Every entry must be reproduced word for word.

(Dataset entries)
_ _ _ _ _
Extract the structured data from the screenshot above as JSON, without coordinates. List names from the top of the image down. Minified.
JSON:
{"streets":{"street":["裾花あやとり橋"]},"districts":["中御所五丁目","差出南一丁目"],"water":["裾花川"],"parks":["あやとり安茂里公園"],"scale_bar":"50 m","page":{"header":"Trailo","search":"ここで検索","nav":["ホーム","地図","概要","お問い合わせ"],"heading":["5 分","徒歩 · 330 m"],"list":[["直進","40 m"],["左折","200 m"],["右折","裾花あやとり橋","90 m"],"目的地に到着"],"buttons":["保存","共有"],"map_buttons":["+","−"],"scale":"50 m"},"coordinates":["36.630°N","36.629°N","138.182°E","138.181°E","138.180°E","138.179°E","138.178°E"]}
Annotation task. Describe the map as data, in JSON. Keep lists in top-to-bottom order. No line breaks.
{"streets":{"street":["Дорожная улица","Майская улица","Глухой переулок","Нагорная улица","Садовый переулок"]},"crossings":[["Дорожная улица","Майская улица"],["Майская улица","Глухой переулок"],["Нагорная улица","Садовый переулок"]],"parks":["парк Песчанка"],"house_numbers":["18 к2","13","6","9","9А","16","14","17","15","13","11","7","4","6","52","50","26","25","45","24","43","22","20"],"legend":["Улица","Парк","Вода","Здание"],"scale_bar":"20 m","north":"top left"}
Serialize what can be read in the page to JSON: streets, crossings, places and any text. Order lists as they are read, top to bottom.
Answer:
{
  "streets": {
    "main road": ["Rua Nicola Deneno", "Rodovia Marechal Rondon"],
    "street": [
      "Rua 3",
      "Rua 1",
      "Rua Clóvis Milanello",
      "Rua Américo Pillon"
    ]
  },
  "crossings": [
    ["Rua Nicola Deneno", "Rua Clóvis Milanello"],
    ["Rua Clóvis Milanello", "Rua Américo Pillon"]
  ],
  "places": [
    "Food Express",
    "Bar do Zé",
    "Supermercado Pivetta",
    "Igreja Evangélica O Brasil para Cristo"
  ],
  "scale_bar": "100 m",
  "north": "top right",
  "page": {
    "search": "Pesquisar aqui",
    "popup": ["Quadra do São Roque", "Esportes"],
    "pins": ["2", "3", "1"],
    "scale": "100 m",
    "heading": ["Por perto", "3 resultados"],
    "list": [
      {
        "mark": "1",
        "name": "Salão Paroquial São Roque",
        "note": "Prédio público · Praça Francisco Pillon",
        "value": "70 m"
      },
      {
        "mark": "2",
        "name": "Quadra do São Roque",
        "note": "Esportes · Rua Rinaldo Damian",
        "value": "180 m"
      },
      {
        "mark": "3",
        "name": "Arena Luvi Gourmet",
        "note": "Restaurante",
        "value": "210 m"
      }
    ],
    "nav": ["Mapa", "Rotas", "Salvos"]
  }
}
_ _ _ _ _
• **WORKED SOLUTION**
Extract the structured data from the screenshot above as JSON, without coordinates. List names from the top of the image down. Minified.
JSON:
{"streets":{"street":["裾花あやとり橋"]},"districts":["中御所五丁目","差出南一丁目"],"water":["裾花川"],"parks":["あやとり安茂里公園"],"scale_bar":"50 m","page":{"header":"Trailo","search":"ここで検索","nav":["ホーム","地図","概要","お問い合わせ"],"heading":["5 分","徒歩 · 330 m"],"list":[["直進","40 m"],["左折","200 m"],["右折","裾花あやとり橋","90 m"],"目的地に到着"],"buttons":["保存","共有"],"map_buttons":["+","−"],"scale":"50 m"},"coordinates":["36.630°N","36.629°N","138.182°E","138.181°E","138.180°E","138.179°E","138.178°E"]}
Annotation task. Describe the map as data, in JSON. Keep lists in top-to-bottom order. No line breaks.
{"streets":{"street":["Дорожная улица","Майская улица","Глухой переулок","Нагорная улица","Садовый переулок"]},"crossings":[["Дорожная улица","Майская улица"],["Майская улица","Глухой переулок"],["Нагорная улица","Садовый переулок"]],"parks":["парк Песчанка"],"house_numbers":["18 к2","13","6","9","9А","16","14","17","15","13","11","7","4","6","52","50","26","25","45","24","43","22","20"],"legend":["Улица","Парк","Вода","Здание"],"scale_bar":"20 m","north":"top left"}
Serialize what can be read in the page to JSON: streets, crossings, places and any text. Order lists as they are read, top to bottom.
Answer:
{
  "streets": {
    "main road": ["Rua Nicola Deneno", "Rodovia Marechal Rondon"],
    "street": [
      "Rua 3",
      "Rua 1",
      "Rua Clóvis Milanello",
      "Rua Américo Pillon"
    ]
  },
  "crossings": [
    ["Rua Nicola Deneno", "Rua Clóvis Milanello"],
    ["Rua Clóvis Milanello", "Rua Américo Pillon"]
  ],
  "places": [
    "Food Express",
    "Bar do Zé",
    "Supermercado Pivetta",
    "Igreja Evangélica O Brasil para Cristo"
  ],
  "scale_bar": "100 m",
  "north": "top right",
  "page": {
    "search": "Pesquisar aqui",
    "popup": ["Quadra do São Roque", "Esportes"],
    "pins": ["2", "3", "1"],
    "scale": "100 m",
    "heading": ["Por perto", "3 resultados"],
    "list": [
      {
        "mark": "1",
        "name": "Salão Paroquial São Roque",
        "note": "Prédio público · Praça Francisco Pillon",
        "value": "70 m"
      },
      {
        "mark": "2",
        "name": "Quadra do São Roque",
        "note": "Esportes · Rua Rinaldo Damian",
        "value": "180 m"
      },
      {
        "mark": "3",
        "name": "Arena Luvi Gourmet",
        "note": "Restaurante",
        "value": "210 m"
      }
    ],
    "nav": ["Mapa", "Rotas", "Salvos"]
  }
}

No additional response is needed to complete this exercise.